_Brief_: Using the records below, output the stretch that opens with the line containing "Instruction: What data" and closes with the line containing "Instruction: Convert the", exactly and including both lines, with nothing more.

_Supplied records_:
┄┄┄┄┄┄┄┄┄┄
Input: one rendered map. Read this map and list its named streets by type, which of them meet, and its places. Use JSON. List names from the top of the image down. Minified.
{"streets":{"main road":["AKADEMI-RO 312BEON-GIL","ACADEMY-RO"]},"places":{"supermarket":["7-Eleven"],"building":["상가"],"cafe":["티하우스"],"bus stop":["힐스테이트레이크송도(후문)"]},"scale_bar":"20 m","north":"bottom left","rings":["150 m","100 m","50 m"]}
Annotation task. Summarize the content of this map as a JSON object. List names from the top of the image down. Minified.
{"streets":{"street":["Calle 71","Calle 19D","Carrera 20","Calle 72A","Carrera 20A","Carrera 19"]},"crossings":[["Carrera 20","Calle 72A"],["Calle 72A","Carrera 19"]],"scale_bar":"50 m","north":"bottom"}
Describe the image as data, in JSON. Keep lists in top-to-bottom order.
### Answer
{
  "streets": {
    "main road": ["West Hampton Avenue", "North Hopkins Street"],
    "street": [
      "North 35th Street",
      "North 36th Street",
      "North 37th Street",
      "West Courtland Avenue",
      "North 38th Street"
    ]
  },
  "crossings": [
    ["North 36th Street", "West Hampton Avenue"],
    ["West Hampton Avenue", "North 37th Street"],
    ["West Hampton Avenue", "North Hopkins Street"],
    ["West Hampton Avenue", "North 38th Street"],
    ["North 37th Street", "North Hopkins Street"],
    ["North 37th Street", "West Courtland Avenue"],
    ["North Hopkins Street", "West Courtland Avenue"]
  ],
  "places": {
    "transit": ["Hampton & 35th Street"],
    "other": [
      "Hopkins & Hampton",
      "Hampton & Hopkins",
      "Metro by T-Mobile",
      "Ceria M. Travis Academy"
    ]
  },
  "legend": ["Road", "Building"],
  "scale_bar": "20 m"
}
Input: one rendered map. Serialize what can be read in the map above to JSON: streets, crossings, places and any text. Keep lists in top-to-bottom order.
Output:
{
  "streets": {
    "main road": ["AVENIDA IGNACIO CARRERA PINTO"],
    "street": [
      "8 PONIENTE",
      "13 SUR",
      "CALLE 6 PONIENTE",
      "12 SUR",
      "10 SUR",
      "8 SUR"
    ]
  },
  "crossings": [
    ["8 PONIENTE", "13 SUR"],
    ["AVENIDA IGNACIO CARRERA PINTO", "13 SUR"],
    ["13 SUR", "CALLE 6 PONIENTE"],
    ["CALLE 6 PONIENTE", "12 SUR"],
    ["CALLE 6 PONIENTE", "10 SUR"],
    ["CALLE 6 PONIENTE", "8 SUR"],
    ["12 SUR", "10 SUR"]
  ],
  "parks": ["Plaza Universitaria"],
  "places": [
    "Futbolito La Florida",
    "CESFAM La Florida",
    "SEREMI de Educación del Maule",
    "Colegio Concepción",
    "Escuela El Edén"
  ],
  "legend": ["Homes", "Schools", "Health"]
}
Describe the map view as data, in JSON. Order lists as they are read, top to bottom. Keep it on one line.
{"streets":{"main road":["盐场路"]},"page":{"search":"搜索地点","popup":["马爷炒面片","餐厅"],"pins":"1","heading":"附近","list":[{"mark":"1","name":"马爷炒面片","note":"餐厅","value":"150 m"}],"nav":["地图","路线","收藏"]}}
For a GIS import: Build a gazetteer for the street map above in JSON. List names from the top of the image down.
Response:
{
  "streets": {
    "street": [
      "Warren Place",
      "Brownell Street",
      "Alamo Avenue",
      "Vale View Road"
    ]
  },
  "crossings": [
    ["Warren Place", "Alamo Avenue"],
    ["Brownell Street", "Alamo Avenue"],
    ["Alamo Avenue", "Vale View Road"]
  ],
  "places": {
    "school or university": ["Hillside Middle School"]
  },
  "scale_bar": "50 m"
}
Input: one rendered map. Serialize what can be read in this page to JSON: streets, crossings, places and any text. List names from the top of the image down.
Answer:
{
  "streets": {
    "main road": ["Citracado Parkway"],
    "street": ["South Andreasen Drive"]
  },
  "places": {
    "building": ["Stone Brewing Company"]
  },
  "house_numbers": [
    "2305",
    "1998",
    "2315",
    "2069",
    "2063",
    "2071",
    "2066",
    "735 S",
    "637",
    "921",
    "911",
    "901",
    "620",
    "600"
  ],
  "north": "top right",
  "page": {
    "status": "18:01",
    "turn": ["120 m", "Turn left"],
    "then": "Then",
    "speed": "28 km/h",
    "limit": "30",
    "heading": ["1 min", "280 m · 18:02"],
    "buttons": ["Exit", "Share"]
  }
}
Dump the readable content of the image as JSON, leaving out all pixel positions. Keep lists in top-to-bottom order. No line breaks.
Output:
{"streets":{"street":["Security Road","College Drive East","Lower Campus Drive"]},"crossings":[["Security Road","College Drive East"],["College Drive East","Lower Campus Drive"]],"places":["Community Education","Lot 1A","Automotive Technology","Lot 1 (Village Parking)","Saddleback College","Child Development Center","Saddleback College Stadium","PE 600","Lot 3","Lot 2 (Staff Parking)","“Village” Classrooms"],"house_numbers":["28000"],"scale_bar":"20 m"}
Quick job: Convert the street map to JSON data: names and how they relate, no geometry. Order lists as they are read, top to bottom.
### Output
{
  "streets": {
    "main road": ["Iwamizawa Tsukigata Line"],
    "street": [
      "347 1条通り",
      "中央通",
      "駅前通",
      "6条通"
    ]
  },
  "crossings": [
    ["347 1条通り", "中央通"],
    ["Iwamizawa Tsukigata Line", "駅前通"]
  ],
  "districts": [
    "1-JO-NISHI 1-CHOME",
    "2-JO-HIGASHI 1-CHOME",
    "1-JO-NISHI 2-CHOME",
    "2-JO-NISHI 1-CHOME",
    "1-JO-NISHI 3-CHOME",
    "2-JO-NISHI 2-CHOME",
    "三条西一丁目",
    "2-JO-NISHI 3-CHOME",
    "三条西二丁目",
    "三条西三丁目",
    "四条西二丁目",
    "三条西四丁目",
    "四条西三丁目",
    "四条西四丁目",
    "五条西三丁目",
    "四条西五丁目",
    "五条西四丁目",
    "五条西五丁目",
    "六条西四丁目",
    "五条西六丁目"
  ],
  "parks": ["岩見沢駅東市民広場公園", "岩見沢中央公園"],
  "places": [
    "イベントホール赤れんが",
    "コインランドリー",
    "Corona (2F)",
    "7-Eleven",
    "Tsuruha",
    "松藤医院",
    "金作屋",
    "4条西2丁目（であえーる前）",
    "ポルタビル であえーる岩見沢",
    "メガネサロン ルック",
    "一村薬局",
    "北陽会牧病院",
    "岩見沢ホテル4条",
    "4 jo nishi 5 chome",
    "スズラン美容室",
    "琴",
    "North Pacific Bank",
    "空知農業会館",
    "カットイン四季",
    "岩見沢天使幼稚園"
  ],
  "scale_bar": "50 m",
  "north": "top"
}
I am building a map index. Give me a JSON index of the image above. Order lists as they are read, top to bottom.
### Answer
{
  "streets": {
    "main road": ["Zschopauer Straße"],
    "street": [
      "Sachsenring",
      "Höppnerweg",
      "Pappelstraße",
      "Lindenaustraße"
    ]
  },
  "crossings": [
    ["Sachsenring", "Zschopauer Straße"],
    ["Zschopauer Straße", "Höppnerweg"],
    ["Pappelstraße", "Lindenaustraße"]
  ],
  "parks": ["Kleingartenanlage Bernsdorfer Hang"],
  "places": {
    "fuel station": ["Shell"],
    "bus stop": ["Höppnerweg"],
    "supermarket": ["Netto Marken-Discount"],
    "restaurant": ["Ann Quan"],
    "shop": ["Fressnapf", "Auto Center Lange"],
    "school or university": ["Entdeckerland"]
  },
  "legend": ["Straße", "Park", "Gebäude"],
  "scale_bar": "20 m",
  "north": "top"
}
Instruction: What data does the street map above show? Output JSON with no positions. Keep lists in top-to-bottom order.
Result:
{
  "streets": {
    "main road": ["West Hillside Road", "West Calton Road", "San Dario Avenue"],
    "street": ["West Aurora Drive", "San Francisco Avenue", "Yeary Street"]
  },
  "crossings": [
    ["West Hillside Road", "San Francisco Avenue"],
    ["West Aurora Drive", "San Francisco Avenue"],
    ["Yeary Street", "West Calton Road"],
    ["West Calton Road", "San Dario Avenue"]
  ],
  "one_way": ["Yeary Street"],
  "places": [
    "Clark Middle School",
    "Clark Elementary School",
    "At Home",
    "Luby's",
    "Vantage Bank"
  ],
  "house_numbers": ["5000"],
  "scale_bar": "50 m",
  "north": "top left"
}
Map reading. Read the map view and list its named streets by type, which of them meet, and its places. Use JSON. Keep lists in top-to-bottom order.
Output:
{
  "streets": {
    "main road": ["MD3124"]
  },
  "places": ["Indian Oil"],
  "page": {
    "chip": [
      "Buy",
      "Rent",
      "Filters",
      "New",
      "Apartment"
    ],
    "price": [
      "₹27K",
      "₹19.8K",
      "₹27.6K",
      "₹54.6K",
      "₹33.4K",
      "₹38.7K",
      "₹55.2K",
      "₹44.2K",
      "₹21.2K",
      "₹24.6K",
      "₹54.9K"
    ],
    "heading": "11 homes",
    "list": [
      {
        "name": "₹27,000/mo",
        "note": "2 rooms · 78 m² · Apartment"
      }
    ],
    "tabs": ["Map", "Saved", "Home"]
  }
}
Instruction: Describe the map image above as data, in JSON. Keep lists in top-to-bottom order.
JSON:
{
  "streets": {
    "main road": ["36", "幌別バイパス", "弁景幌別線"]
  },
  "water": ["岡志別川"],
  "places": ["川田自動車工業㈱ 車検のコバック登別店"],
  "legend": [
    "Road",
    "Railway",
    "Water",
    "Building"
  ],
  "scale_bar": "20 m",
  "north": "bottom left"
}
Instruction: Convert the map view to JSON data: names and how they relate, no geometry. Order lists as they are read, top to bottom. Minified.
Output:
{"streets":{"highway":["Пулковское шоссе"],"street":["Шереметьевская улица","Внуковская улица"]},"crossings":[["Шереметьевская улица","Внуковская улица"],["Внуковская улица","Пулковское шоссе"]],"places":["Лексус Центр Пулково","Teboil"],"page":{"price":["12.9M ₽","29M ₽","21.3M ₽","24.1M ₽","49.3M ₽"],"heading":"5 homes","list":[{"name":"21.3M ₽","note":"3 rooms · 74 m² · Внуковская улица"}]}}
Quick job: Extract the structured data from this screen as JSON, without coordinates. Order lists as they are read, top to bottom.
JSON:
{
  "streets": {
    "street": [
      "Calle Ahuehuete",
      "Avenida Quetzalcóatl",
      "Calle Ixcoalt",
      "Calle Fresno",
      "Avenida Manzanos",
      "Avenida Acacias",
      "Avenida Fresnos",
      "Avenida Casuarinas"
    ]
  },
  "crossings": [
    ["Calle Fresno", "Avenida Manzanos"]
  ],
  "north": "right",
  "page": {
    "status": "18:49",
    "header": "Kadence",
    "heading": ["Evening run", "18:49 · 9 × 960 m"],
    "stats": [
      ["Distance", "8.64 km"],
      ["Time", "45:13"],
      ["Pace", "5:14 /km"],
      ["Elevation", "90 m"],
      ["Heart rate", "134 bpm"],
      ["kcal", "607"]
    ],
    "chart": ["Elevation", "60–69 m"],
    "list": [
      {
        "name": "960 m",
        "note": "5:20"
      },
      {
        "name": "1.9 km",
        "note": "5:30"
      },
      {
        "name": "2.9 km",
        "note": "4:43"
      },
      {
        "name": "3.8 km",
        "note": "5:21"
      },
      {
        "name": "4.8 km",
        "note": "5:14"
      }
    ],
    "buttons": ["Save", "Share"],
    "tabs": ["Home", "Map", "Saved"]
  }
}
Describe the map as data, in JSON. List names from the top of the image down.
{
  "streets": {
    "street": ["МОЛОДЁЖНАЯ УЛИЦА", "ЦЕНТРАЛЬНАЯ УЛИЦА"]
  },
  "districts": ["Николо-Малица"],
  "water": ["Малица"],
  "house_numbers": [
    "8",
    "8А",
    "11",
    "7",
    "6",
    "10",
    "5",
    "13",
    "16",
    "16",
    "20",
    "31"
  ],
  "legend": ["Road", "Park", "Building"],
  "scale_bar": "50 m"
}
┄┄┄┄┄┄┄┄┄┄
_Written answer_:
Instruction: What data does the street map above show? Output JSON with no positions. Keep lists in top-to-bottom order.
Result:
{
  "streets": {
    "main road": ["West Hillside Road", "West Calton Road", "San Dario Avenue"],
    "street": ["West Aurora Drive", "San Francisco Avenue", "Yeary Street"]
  },
  "crossings": [
    ["West Hillside Road", "San Francisco Avenue"],
    ["West Aurora Drive", "San Francisco Avenue"],
    ["Yeary Street", "West Calton Road"],
    ["West Calton Road", "San Dario Avenue"]
  ],
  "one_way": ["Yeary Street"],
  "places": [
    "Clark Middle School",
    "Clark Elementary School",
    "At Home",
    "Luby's",
    "Vantage Bank"
  ],
  "house_numbers": ["5000"],
  "scale_bar": "50 m",
  "north": "top left"
}
Map reading. Read the map view and list its named streets by type, which of them meet, and its places. Use JSON. Keep lists in top-to-bottom order.
Output:
{
  "streets": {
    "main road": ["MD3124"]
  },
  "places": ["Indian Oil"],
  "page": {
    "chip": [
      "Buy",
      "Rent",
      "Filters",
      "New",
      "Apartment"
    ],
    "price": [
      "₹27K",
      "₹19.8K",
      "₹27.6K",
      "₹54.6K",
      "₹33.4K",
      "₹38.7K",
      "₹55.2K",
      "₹44.2K",
      "₹21.2K",
      "₹24.6K",
      "₹54.9K"
    ],
    "heading": "11 homes",
    "list": [
      {
        "name": "₹27,000/mo",
        "note": "2 rooms · 78 m² · Apartment"
      }
    ],
    "tabs": ["Map", "Saved", "Home"]
  }
}
Instruction: Describe the map image above as data, in JSON. Keep lists in top-to-bottom order.
JSON:
{
  "streets": {
    "main road": ["36", "幌別バイパス", "弁景幌別線"]
  },
  "water": ["岡志別川"],
  "places": ["川田自動車工業㈱ 車検のコバック登別店"],
  "legend": [
    "Road",
    "Railway",
    "Water",
    "Building"
  ],
  "scale_bar": "20 m",
  "north": "bottom left"
}
Instruction: Convert the map view to JSON data: names and how they relate, no geometry. Order lists as they are read, top to bottom. Minified.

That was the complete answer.